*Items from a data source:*
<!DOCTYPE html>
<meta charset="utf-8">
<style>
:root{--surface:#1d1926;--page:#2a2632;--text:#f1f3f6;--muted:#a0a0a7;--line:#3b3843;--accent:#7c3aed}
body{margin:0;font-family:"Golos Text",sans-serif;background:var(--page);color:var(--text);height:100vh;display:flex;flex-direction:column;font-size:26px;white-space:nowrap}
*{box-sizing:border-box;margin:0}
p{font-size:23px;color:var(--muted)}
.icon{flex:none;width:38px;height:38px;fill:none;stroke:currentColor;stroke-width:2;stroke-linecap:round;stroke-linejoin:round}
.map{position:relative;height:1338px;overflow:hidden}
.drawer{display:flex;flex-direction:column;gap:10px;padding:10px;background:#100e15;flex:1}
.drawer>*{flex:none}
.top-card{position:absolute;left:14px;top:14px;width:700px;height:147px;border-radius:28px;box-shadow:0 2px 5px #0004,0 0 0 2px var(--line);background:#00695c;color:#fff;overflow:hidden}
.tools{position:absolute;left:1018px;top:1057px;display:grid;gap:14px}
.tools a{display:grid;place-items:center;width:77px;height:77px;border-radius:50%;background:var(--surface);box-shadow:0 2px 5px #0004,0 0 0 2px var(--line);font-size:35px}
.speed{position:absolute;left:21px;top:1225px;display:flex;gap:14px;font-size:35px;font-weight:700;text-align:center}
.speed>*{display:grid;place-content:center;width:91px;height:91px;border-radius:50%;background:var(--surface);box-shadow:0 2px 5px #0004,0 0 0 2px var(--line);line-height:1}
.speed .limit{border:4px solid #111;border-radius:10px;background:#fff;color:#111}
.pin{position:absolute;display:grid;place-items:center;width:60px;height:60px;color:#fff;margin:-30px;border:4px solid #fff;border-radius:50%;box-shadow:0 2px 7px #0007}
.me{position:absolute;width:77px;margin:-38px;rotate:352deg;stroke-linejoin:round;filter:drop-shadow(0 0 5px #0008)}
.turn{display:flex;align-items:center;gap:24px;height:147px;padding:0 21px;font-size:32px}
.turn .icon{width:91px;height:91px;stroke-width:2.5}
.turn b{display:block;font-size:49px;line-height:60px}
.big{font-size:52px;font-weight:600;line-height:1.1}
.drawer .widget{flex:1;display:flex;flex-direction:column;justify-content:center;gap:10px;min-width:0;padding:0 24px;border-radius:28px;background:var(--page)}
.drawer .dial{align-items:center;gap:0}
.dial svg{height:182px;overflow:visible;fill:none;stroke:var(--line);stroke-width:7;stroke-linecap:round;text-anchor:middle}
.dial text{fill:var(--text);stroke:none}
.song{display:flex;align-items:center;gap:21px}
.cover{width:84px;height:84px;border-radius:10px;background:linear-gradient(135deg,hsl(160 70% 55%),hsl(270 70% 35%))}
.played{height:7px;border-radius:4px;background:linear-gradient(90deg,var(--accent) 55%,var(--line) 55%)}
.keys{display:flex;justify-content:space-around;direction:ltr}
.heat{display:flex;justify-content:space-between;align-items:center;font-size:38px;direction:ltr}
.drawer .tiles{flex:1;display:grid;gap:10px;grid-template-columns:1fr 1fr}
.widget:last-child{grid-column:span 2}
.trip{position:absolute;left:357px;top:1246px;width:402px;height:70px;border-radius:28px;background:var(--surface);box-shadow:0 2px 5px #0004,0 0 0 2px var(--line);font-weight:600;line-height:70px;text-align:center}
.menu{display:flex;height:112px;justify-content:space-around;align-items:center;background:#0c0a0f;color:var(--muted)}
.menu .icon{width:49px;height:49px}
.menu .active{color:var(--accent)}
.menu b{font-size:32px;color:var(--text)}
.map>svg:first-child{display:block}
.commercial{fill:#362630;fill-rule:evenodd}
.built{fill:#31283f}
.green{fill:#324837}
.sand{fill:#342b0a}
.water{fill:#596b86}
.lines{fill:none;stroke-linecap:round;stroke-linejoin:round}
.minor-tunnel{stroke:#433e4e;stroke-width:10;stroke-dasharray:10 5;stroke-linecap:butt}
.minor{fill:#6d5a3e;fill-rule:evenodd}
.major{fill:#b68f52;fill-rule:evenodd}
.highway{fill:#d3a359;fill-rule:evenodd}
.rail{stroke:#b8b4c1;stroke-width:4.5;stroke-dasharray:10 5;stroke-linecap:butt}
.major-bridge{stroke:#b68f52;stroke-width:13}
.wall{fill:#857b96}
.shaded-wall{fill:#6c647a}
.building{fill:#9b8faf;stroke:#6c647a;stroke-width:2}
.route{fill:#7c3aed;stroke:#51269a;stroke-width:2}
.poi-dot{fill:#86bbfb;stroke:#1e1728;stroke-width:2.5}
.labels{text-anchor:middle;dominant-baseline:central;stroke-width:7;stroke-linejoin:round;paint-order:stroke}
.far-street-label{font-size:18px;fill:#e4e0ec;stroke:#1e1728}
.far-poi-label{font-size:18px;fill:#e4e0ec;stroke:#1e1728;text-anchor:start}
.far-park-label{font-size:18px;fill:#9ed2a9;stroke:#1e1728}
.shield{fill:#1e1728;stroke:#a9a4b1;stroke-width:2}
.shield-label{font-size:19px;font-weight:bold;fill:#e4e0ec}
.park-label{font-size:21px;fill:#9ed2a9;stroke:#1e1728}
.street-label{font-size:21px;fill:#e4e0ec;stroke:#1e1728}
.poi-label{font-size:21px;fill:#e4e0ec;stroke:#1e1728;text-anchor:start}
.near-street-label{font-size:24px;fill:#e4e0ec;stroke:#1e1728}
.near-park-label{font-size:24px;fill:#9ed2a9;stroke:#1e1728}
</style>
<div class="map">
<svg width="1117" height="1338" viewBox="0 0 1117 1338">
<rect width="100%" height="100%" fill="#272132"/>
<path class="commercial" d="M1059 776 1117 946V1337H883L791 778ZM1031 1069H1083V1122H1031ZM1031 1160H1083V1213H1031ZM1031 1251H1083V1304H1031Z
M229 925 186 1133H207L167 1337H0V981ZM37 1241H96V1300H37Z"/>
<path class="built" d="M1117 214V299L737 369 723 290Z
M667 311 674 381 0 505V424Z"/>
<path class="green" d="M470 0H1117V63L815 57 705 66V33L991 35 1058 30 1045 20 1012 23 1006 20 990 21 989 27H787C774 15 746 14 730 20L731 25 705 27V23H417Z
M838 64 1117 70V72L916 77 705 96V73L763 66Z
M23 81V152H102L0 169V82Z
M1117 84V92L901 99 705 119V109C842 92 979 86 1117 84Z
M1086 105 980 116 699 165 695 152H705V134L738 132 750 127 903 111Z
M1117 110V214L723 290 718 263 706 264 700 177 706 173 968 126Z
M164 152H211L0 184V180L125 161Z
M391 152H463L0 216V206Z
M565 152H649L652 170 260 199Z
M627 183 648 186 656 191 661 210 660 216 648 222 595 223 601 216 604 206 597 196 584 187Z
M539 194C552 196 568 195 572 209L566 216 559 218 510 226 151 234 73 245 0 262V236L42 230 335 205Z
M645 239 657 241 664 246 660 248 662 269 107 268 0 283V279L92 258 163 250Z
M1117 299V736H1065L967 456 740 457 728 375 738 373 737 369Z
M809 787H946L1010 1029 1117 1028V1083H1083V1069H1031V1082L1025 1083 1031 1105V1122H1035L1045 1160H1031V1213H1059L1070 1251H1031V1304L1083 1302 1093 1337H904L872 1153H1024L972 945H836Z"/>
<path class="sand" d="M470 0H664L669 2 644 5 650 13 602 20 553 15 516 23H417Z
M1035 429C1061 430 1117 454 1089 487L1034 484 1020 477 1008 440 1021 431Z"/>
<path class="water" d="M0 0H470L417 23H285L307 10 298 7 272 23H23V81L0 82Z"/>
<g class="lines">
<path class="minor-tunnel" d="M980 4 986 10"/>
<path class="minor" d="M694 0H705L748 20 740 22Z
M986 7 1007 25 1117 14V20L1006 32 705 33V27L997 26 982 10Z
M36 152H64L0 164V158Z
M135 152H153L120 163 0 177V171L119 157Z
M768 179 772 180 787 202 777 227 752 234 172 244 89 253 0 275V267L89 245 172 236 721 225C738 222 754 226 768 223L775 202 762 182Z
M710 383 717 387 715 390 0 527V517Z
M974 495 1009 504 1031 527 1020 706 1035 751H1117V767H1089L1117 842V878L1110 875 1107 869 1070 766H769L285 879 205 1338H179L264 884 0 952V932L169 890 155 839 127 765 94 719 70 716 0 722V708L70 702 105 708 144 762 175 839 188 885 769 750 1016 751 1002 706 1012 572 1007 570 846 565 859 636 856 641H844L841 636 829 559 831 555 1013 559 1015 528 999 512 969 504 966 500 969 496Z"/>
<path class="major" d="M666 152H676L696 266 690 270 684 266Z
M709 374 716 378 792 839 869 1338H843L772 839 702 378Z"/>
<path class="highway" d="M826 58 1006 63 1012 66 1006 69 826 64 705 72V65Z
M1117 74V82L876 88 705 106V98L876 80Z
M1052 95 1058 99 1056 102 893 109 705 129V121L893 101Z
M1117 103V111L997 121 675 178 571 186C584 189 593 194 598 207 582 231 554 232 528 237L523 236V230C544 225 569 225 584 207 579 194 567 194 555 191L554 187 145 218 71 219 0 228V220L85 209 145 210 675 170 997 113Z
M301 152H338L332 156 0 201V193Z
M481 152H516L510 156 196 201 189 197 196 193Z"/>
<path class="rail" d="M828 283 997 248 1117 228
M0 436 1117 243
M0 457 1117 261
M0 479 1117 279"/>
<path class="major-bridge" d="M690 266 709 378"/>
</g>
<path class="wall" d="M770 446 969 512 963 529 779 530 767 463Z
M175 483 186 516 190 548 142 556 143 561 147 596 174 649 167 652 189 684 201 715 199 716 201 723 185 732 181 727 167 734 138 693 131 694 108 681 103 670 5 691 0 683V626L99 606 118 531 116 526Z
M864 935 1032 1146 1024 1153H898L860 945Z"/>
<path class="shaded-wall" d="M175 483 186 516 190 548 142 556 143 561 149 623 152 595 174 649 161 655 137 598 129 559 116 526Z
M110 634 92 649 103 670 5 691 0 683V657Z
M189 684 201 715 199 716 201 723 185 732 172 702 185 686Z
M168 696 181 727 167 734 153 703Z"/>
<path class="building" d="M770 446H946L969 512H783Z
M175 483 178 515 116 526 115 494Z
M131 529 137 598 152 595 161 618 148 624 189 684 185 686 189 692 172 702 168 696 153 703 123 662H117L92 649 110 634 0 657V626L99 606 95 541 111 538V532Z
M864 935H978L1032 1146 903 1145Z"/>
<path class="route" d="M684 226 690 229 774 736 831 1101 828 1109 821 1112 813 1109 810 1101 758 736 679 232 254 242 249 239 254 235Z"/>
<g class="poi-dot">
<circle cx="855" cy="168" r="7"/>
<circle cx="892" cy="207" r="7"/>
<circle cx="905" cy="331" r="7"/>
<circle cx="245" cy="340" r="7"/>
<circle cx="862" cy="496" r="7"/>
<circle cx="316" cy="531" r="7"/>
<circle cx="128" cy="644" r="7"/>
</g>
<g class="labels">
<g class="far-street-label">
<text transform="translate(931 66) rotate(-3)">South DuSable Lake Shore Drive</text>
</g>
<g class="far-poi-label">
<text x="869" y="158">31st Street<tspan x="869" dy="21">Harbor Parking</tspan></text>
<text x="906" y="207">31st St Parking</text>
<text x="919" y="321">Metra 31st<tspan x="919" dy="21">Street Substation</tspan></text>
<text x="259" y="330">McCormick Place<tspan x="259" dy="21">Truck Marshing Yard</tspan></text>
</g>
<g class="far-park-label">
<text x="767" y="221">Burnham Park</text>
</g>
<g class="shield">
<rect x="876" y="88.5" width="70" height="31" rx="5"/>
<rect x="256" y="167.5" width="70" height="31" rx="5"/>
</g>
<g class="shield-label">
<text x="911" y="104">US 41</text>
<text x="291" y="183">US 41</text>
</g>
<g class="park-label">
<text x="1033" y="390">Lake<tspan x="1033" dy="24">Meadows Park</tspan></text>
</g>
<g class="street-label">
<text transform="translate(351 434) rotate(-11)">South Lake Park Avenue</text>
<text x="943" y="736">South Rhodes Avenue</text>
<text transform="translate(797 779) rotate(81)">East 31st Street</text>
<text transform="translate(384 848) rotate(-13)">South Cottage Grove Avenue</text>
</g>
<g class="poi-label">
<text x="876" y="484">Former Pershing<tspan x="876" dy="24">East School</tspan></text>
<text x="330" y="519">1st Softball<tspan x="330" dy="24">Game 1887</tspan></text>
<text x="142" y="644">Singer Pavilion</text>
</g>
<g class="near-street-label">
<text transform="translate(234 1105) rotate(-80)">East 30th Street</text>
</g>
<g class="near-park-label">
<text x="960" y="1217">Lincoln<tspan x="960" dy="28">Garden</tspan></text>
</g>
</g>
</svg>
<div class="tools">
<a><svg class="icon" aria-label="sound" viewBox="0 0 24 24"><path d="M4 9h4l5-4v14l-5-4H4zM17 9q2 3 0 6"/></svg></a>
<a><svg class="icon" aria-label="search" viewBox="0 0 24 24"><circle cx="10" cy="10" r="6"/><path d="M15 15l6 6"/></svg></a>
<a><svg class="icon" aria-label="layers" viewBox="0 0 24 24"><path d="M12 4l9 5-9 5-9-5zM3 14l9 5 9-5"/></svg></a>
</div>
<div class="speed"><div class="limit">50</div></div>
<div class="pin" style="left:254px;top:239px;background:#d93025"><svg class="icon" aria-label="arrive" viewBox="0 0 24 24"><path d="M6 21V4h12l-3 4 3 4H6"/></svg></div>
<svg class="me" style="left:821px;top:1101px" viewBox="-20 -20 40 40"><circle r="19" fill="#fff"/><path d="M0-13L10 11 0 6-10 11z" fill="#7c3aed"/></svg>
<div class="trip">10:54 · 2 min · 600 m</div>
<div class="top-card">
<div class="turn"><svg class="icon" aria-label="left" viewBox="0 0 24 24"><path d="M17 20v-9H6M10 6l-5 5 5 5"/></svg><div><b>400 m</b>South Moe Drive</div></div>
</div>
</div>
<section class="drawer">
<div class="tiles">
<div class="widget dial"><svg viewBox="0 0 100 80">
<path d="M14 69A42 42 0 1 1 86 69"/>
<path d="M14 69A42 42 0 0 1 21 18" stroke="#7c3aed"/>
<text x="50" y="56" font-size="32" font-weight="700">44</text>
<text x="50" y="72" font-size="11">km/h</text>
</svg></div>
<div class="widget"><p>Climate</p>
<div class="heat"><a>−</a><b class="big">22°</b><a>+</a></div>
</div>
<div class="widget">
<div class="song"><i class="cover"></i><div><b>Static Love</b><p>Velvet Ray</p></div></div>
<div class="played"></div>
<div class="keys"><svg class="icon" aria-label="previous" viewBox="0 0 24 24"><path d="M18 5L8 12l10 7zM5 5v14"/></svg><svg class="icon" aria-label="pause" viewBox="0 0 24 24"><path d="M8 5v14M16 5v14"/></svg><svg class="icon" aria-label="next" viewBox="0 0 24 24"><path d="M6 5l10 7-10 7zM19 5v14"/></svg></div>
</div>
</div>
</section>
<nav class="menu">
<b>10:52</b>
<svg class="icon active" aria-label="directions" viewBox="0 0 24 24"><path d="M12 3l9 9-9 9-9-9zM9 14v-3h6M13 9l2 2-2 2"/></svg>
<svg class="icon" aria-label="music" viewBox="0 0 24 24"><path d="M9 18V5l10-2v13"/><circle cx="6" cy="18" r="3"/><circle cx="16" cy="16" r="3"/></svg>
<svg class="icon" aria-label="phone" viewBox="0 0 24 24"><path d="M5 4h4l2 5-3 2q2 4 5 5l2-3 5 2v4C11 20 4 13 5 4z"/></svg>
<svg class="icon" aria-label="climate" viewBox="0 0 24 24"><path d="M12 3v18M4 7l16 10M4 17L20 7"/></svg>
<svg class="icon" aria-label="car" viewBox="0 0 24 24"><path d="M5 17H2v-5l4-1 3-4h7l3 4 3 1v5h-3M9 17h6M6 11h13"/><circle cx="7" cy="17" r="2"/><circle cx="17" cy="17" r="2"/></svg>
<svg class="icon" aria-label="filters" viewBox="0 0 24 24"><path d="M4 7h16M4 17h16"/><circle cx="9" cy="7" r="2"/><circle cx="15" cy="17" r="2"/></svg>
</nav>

*Exercise description:* Respond with only the number of lines in the records that include the word "butt".

*Result of this task:* 2